## TASK REQUIREMENTS
Which lines of the data below hold "symbol"? Copy each of them.

Saved entries:
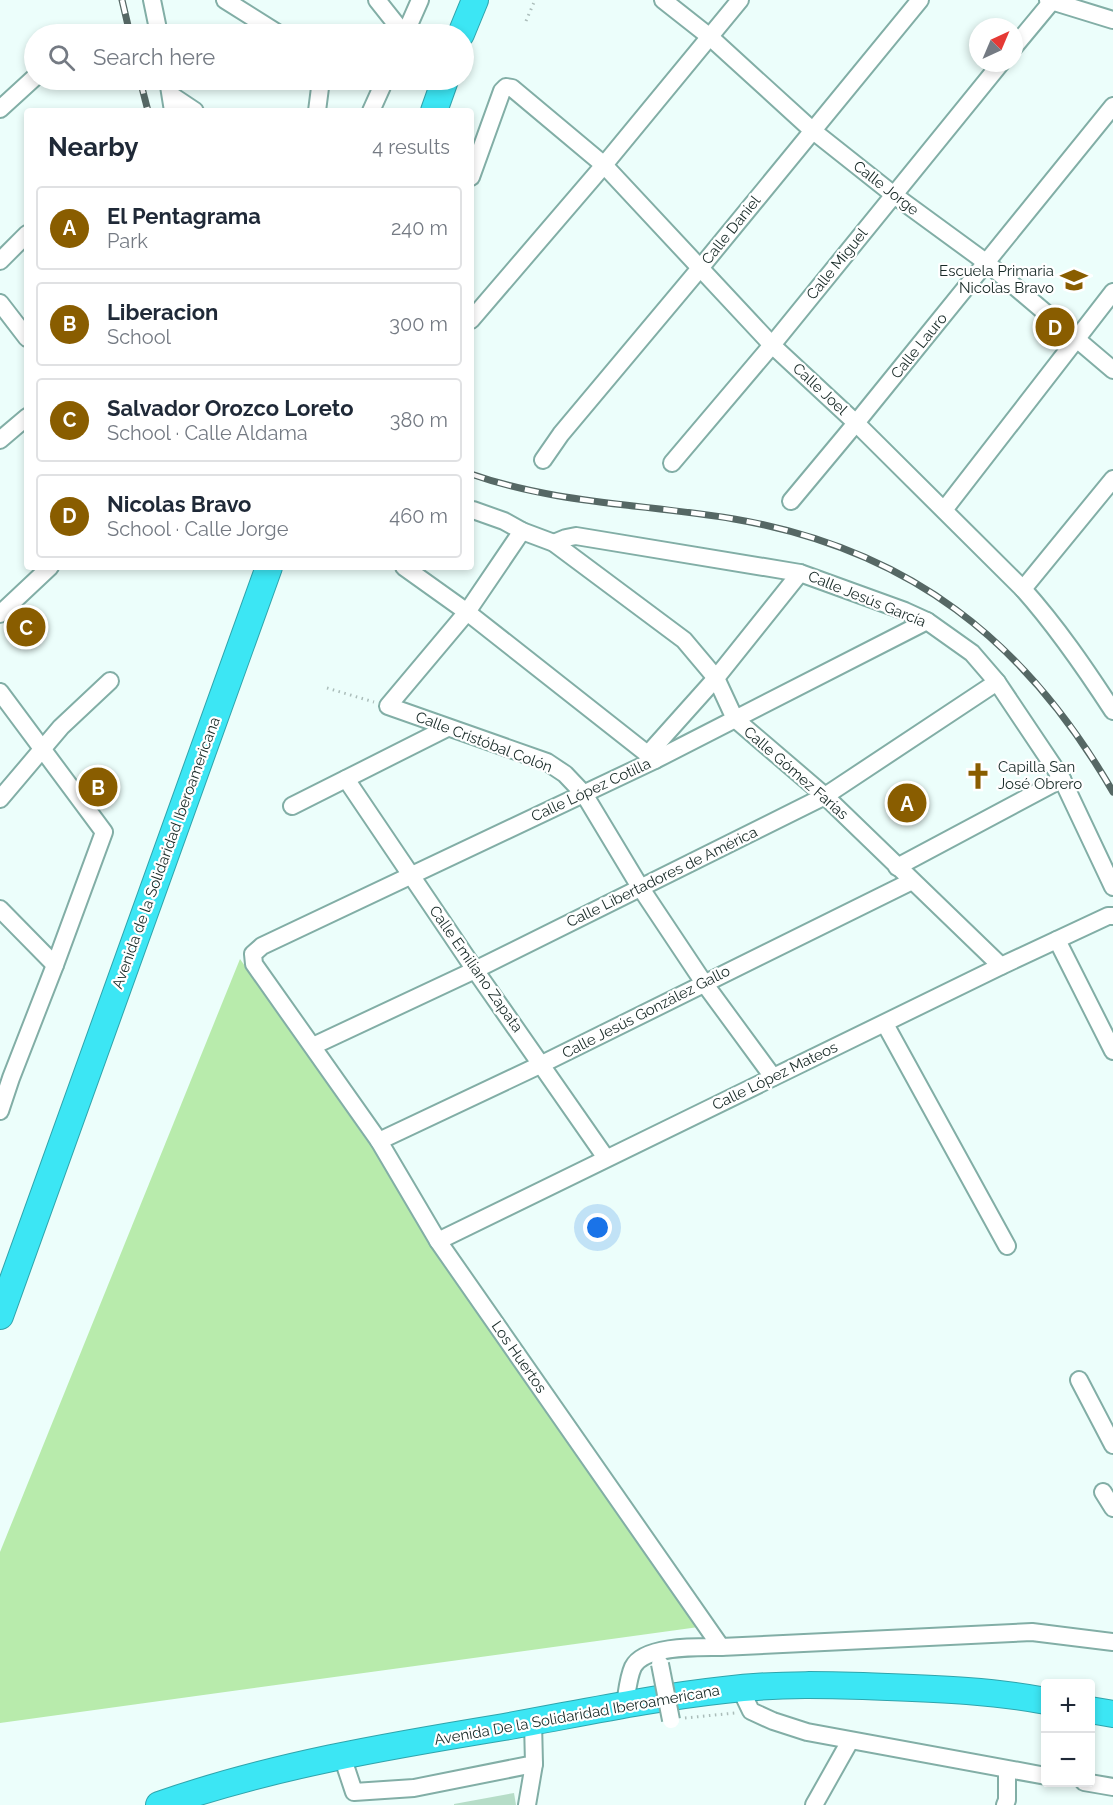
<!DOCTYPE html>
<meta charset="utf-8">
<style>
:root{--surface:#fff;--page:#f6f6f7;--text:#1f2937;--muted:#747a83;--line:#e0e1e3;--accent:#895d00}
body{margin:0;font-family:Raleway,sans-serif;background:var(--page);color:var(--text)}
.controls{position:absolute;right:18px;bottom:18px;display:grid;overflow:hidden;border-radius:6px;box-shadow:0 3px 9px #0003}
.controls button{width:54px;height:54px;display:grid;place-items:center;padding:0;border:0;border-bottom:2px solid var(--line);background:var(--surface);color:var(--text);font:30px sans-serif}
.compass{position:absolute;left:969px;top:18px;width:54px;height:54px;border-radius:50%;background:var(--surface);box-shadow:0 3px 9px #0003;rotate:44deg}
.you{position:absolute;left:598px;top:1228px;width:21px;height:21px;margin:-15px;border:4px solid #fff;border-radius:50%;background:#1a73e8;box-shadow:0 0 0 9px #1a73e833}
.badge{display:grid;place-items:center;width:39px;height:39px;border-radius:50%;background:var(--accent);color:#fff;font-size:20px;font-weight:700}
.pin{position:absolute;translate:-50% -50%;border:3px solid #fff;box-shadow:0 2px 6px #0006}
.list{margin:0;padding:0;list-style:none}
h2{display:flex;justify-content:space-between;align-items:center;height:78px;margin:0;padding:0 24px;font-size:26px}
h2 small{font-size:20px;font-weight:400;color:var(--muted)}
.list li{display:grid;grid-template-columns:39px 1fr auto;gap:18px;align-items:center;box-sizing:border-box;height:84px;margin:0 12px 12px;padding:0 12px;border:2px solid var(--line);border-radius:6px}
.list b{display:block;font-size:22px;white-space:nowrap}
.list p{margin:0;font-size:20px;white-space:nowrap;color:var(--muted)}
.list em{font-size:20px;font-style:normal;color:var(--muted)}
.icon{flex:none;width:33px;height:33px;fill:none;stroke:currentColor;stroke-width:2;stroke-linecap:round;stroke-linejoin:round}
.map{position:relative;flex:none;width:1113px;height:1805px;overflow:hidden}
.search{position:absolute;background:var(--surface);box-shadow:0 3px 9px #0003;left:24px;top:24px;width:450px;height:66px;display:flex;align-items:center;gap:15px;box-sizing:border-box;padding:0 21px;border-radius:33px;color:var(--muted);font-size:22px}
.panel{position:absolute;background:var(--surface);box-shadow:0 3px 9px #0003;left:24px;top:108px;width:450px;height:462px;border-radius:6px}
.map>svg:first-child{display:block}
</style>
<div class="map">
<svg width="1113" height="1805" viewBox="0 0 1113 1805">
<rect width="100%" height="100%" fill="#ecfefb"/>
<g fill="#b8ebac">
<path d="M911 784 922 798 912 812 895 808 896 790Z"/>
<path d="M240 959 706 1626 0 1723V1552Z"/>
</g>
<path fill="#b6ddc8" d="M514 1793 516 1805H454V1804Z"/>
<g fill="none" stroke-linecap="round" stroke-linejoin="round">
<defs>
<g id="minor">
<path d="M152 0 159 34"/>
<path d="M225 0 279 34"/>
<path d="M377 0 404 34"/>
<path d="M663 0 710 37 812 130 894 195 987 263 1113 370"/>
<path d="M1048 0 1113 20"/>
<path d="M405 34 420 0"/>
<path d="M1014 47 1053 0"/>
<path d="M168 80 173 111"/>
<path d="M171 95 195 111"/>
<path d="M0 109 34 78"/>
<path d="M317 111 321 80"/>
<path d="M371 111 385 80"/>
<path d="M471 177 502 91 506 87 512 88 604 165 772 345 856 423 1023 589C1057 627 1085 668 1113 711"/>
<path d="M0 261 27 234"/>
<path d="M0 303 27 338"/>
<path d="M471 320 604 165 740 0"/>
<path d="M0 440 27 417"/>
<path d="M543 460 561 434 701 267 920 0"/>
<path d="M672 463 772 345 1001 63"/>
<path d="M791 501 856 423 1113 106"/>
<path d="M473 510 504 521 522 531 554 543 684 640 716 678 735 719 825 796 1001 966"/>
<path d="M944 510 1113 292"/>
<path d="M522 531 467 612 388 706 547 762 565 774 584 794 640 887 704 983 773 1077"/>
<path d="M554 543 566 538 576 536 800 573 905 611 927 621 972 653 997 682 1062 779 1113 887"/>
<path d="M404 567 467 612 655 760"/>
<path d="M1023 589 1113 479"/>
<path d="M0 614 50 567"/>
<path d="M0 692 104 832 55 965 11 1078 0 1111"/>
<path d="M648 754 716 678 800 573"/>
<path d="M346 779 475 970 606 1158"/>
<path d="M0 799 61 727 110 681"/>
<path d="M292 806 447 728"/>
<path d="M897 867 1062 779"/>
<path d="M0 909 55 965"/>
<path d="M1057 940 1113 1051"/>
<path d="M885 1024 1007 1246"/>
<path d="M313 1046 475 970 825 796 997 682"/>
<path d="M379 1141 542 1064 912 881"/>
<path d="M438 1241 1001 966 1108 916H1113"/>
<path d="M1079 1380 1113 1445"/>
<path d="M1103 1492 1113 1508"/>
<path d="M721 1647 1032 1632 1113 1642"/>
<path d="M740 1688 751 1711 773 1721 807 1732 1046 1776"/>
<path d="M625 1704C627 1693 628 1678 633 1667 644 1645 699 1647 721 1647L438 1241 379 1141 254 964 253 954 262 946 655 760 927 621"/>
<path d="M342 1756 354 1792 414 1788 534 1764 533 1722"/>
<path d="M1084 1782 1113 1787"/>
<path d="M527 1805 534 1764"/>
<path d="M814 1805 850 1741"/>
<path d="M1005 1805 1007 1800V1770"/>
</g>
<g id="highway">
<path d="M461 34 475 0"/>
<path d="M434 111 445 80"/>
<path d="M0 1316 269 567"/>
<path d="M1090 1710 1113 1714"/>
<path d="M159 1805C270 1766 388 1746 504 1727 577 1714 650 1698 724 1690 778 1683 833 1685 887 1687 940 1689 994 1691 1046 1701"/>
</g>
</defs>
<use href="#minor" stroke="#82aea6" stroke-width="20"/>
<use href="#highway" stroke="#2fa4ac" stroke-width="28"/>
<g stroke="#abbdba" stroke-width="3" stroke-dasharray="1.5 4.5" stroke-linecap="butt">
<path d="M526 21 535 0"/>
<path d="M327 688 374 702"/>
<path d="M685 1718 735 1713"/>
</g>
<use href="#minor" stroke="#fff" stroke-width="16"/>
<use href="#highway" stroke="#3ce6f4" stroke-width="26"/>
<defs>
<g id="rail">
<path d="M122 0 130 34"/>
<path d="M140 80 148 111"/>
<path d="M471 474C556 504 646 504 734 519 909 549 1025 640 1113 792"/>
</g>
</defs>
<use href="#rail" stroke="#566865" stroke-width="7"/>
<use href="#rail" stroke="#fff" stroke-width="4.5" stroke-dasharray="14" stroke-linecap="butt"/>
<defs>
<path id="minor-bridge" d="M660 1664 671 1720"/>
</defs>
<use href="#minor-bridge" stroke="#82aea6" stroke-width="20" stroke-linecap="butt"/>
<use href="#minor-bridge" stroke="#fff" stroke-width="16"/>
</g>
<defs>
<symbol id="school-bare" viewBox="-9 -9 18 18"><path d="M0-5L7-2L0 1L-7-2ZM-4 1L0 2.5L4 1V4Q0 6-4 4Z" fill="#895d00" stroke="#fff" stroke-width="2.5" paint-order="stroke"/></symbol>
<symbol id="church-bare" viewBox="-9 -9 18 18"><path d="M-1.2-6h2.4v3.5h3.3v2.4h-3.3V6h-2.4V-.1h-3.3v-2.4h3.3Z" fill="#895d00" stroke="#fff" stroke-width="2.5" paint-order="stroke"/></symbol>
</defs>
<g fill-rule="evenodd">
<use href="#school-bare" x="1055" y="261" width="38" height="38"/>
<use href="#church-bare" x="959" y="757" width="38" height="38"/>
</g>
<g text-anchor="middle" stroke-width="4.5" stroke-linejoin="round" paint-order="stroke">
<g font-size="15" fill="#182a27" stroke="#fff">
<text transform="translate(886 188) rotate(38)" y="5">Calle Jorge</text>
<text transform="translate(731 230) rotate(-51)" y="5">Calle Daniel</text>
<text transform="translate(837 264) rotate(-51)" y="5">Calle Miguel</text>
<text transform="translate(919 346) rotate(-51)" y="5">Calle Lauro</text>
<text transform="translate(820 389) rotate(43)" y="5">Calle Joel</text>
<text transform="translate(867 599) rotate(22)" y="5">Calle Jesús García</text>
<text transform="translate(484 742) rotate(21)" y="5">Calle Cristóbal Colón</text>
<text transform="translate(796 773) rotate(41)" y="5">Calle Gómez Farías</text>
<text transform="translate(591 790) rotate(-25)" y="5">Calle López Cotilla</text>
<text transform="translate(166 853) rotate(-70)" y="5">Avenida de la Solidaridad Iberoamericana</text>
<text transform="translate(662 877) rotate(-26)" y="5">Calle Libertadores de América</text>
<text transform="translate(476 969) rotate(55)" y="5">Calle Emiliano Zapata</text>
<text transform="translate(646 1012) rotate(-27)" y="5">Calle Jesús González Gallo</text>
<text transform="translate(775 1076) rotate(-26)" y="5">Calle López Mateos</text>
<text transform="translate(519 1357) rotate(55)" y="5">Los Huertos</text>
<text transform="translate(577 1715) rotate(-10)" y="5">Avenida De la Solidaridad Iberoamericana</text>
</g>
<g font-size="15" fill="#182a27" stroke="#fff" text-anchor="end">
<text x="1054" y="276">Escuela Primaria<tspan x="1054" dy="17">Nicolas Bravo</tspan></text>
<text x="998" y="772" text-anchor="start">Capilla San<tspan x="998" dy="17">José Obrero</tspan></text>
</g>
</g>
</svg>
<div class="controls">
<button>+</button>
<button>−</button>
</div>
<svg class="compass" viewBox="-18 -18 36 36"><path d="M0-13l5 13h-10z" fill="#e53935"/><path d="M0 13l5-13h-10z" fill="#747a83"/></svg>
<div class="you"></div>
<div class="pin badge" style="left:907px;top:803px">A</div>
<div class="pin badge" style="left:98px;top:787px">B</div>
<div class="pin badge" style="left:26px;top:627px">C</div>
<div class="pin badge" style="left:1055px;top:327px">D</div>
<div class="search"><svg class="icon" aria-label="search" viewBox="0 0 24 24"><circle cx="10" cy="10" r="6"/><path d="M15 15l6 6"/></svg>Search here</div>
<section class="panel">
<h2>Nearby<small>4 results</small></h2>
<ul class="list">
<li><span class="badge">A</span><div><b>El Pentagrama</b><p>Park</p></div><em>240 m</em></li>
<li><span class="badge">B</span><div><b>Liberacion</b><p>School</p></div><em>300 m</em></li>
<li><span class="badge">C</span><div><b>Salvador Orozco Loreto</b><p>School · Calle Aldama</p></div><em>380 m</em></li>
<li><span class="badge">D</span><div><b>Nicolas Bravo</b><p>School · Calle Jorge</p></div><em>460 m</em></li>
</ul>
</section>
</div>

## RESPONSE TO THE EXERCISE
<symbol id="school-bare" viewBox="-9 -9 18 18"><path d="M0-5L7-2L0 1L-7-2ZM-4 1L0 2.5L4 1V4Q0 6-4 4Z" fill="#895d00" stroke="#fff" stroke-width="2.5" paint-order="stroke"/></symbol>
<symbol id="church-bare" viewBox="-9 -9 18 18"><path d="M-1.2-6h2.4v3.5h3.3v2.4h-3.3V6h-2.4V-.1h-3.3v-2.4h3.3Z" fill="#895d00" stroke="#fff" stroke-width="2.5" paint-order="stroke"/></symbol>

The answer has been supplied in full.